(Source data)
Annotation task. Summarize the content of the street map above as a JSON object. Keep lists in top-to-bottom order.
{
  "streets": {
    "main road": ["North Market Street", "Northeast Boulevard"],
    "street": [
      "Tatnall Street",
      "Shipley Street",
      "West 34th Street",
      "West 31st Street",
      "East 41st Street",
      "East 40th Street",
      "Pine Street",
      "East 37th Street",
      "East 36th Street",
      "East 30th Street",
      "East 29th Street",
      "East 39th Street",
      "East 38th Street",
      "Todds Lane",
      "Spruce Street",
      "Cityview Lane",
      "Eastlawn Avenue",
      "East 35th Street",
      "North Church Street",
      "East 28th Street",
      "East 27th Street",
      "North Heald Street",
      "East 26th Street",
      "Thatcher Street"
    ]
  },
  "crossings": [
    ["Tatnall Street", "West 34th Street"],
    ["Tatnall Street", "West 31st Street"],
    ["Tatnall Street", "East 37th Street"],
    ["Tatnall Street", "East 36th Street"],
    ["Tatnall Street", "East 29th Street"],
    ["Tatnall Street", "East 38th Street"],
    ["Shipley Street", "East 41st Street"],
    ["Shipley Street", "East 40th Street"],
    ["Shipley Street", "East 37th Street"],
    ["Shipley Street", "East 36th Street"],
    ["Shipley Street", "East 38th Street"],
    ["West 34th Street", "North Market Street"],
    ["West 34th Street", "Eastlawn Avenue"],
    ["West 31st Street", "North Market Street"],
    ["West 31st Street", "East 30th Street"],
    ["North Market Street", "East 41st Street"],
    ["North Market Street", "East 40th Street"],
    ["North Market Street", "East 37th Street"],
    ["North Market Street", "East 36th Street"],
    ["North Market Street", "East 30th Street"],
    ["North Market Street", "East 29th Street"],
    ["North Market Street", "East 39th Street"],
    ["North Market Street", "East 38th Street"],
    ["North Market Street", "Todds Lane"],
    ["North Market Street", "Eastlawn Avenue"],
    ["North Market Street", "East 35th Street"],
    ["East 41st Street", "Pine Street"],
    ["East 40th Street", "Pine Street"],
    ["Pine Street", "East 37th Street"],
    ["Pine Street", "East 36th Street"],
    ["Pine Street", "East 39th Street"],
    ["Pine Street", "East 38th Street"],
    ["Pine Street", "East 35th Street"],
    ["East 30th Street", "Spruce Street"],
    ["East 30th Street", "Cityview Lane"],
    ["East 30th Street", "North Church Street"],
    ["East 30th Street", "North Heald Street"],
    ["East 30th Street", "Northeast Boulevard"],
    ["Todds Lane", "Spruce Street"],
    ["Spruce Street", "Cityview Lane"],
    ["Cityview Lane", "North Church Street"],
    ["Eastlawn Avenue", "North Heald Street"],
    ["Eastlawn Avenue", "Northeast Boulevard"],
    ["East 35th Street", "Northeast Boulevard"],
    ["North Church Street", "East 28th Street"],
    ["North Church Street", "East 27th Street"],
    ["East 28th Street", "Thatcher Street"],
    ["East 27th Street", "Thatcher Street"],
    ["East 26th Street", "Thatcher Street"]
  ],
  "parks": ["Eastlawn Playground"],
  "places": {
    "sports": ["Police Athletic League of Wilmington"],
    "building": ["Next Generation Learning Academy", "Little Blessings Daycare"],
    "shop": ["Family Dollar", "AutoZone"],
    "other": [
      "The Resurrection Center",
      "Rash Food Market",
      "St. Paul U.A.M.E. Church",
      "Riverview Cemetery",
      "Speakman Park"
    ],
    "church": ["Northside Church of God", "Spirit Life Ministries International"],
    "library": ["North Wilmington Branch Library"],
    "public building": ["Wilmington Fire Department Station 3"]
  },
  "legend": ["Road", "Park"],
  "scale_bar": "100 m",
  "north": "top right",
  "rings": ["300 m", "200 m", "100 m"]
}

EXERCISE INSTRUCTIONS:
All of the data above should be written out again word for word.

EXERCISE SOLUTION:
Annotation task. Summarize the content of the street map above as a JSON object. Keep lists in top-to-bottom order.
{
  "streets": {
    "main road": ["North Market Street", "Northeast Boulevard"],
    "street": [
      "Tatnall Street",
      "Shipley Street",
      "West 34th Street",
      "West 31st Street",
      "East 41st Street",
      "East 40th Street",
      "Pine Street",
      "East 37th Street",
      "East 36th Street",
      "East 30th Street",
      "East 29th Street",
      "East 39th Street",
      "East 38th Street",
      "Todds Lane",
      "Spruce Street",
      "Cityview Lane",
      "Eastlawn Avenue",
      "East 35th Street",
      "North Church Street",
      "East 28th Street",
      "East 27th Street",
      "North Heald Street",
      "East 26th Street",
      "Thatcher Street"
    ]
  },
  "crossings": [
    ["Tatnall Street", "West 34th Street"],
    ["Tatnall Street", "West 31st Street"],
    ["Tatnall Street", "East 37th Street"],
    ["Tatnall Street", "East 36th Street"],
    ["Tatnall Street", "East 29th Street"],
    ["Tatnall Street", "East 38th Street"],
    ["Shipley Street", "East 41st Street"],
    ["Shipley Street", "East 40th Street"],
    ["Shipley Street", "East 37th Street"],
    ["Shipley Street", "East 36th Street"],
    ["Shipley Street", "East 38th Street"],
    ["West 34th Street", "North Market Street"],
    ["West 34th Street", "Eastlawn Avenue"],
    ["West 31st Street", "North Market Street"],
    ["West 31st Street", "East 30th Street"],
    ["North Market Street", "East 41st Street"],
    ["North Market Street", "East 40th Street"],
    ["North Market Street", "East 37th Street"],
    ["North Market Street", "East 36th Street"],
    ["North Market Street", "East 30th Street"],
    ["North Market Street", "East 29th Street"],
    ["North Market Street", "East 39th Street"],
    ["North Market Street", "East 38th Street"],
    ["North Market Street", "Todds Lane"],
    ["North Market Street", "Eastlawn Avenue"],
    ["North Market Street", "East 35th Street"],
    ["East 41st Street", "Pine Street"],
    ["East 40th Street", "Pine Street"],
    ["Pine Street", "East 37th Street"],
    ["Pine Street", "East 36th Street"],
    ["Pine Street", "East 39th Street"],
    ["Pine Street", "East 38th Street"],
    ["Pine Street", "East 35th Street"],
    ["East 30th Street", "Spruce Street"],
    ["East 30th Street", "Cityview Lane"],
    ["East 30th Street", "North Church Street"],
    ["East 30th Street", "North Heald Street"],
    ["East 30th Street", "Northeast Boulevard"],
    ["Todds Lane", "Spruce Street"],
    ["Spruce Street", "Cityview Lane"],
    ["Cityview Lane", "North Church Street"],
    ["Eastlawn Avenue", "North Heald Street"],
    ["Eastlawn Avenue", "Northeast Boulevard"],
    ["East 35th Street", "Northeast Boulevard"],
    ["North Church Street", "East 28th Street"],
    ["North Church Street", "East 27th Street"],
    ["East 28th Street", "Thatcher Street"],
    ["East 27th Street", "Thatcher Street"],
    ["East 26th Street", "Thatcher Street"]
  ],
  "parks": ["Eastlawn Playground"],
  "places": {
    "sports": ["Police Athletic League of Wilmington"],
    "building": ["Next Generation Learning Academy", "Little Blessings Daycare"],
    "shop": ["Family Dollar", "AutoZone"],
    "other": [
      "The Resurrection Center",
      "Rash Food Market",
      "St. Paul U.A.M.E. Church",
      "Riverview Cemetery",
      "Speakman Park"
    ],
    "church": ["Northside Church of God", "Spirit Life Ministries International"],
    "library": ["North Wilmington Branch Library"],
    "public building": ["Wilmington Fire Department Station 3"]
  },
  "legend": ["Road", "Park"],
  "scale_bar": "100 m",
  "north": "top right",
  "rings": ["300 m", "200 m", "100 m"]
}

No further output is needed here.